# Cheap GPU for running Xorg



## JohnnySorocil (Jan 7, 2021)

I am in process of buying new PC. Something like NAS + workstation (KiCAD, FreeCAD, xterm, zsh, tmux, vim, nothing than my 8-9 year old ThinkPad can't handle).

Finally I decided to buy cheap Intel Core i3 4C/8T because of iGPU. AMDs APU are older CPU models, with less cache and with questionable availability.
But, but, now I am thinking again for AMD CPU (without iGPU) but with ECC RAM. It seems like nice thing to have especially with ZFS. (Intel's 10th gen i3 doesn't support ECC, older gens does, but uses old socket and no HyperThreading. AMDs can have ECC with selected motherboard).
Cheapest (new) GPUs in my country are around $100. I want to use GPU to produce picture (and video) on my 2 monitors, no gaming, no video editing, no AI
As far I can know, modern discrete GPUs are somewhere lower-middle class - useful for gaming and stuff which I don't need.

Do you have any recommendation for cheap, lame, low power PCIe GPU (new or used) with Xorg drivers with atleast 1x DisplayPort and 1x HDMI (or DP) port?
I don't mind if GPU uses PCIe x1 slot - even better.


----------



## SirDice (Jan 7, 2021)

A cheap NVidia or ATI/AMD card will do just fine for this.


----------



## JohnnySorocil (Jan 7, 2021)

Aren't ATI/AMDs GPU recommended because of (better?) open source drivers?


----------



## shkhln (Jan 7, 2021)

JohnnySorocil said:


> Aren't ATI/AMDs GPU recommended because of (better?) open source drivers?


Right.
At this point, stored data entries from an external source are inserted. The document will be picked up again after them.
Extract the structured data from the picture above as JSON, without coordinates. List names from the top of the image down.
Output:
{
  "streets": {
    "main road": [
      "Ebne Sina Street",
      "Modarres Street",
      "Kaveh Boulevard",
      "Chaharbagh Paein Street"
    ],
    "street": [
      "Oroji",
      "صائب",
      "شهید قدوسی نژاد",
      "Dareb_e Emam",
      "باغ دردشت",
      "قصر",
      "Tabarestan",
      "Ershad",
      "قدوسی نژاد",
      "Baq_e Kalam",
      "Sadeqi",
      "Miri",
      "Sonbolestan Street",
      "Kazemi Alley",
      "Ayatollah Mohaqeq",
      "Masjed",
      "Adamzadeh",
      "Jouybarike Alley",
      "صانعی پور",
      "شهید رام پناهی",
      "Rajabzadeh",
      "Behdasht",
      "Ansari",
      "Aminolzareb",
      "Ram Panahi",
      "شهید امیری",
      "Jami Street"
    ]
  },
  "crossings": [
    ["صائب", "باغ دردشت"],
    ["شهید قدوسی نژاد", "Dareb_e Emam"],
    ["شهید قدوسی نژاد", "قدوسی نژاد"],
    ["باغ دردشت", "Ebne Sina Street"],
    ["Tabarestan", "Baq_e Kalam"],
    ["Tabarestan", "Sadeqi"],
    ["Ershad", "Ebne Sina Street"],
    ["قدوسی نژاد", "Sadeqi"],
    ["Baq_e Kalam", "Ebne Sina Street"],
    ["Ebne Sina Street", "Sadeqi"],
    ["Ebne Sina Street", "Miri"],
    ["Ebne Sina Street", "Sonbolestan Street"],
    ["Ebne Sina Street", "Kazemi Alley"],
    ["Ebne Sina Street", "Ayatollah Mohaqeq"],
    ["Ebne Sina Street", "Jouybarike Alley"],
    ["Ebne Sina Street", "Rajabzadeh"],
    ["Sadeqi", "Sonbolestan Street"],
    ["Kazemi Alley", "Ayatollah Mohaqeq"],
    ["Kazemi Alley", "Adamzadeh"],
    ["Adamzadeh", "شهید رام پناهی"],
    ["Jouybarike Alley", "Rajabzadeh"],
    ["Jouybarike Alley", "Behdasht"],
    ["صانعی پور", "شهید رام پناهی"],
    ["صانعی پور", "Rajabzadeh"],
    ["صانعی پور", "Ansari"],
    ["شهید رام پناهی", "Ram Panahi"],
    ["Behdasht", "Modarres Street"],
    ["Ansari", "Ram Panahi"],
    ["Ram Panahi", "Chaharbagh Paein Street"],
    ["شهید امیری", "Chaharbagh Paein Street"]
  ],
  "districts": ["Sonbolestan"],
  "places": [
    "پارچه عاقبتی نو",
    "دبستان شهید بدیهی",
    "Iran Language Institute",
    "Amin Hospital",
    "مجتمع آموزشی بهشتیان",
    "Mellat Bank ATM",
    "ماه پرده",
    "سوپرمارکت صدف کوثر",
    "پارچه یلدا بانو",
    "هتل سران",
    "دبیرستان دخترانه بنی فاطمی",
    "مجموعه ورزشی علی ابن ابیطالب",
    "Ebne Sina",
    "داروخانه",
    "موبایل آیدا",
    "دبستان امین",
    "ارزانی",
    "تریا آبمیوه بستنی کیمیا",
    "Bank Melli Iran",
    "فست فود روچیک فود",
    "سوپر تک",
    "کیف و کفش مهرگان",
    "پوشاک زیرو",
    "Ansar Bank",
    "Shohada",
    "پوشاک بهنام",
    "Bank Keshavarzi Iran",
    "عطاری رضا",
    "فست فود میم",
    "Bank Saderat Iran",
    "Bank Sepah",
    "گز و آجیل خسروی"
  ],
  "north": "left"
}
That's why AMD users always discuss ad nauseam who's GPU is actually stable.


----------



## SirDice (Jan 7, 2021)

NVidia drivers are closed, yes, that's true. But they've been remarkably stable over the 15 or so years I've used them. I rarely had problems. But the choice is yours off course. I have no problem with closed drivers as long as they do what needs to be done.


----------



## shkhln (Jan 7, 2021)

To be fair, at the moment middle tier GPUs seem to be ~ 50% more expensive compared to the 2019 prices. I'm impressed. Low end GPU aren't affected as much, so "deal with it" is still an option.


----------



## olli@ (Jan 7, 2021)

I’m using a “GeForce GT 1030” for several years without any problems (with Nvidia’s binary drivers). It’s rock stable and low power. It can drive two UHD (4k) displays. The performance is more than sufficient for office use, video and simple 3D stuff.

The card is available from several manufacturers in several variants – with fan, or passive cooling, and various combinations of connectors. I opted for a card made by MSI with fan, but that fan only starts running when the GPU is under load. Most of the time it is completely silent. This card has 1 × HDMI and 1 × DP, so exactly what you need. Prices for new cards start at about 75 €, but you can get used ones much cheaper on eBay.


----------



## SirDice (Jan 7, 2021)

I have a Zotac box with a GeForce GT 520M. For basic desktop usage that would already suffice. You can probably pick one of those up for peanuts. I do need to use the "legacy" driver (x11/nvidia-driver-390), it used to use x11/nvidia-driver but this GT 520 is really old and the current NVidia driver versions stopped supporting it. I think everybody is dumping their GT 960, 970, etc. getting those second hand would be an option too.


----------



## shkhln (Jan 7, 2021)

One problem with GT 1030 is that it was released 4 years ago. Nvidia supports GPUs for roughly 10-12 years, it will be just a fancy brick once support ends. I certainly would not recommend anything older than that unless it's free.


----------



## olli@ (Jan 8, 2021)

shkhln said:


> One problem with GT 1030 is that it was released 4 years ago. Nvidia supports GPUs for roughly 10-12 years, it will be just a fancy brick once support ends. I certainly would not recommend anything older than that unless it's free.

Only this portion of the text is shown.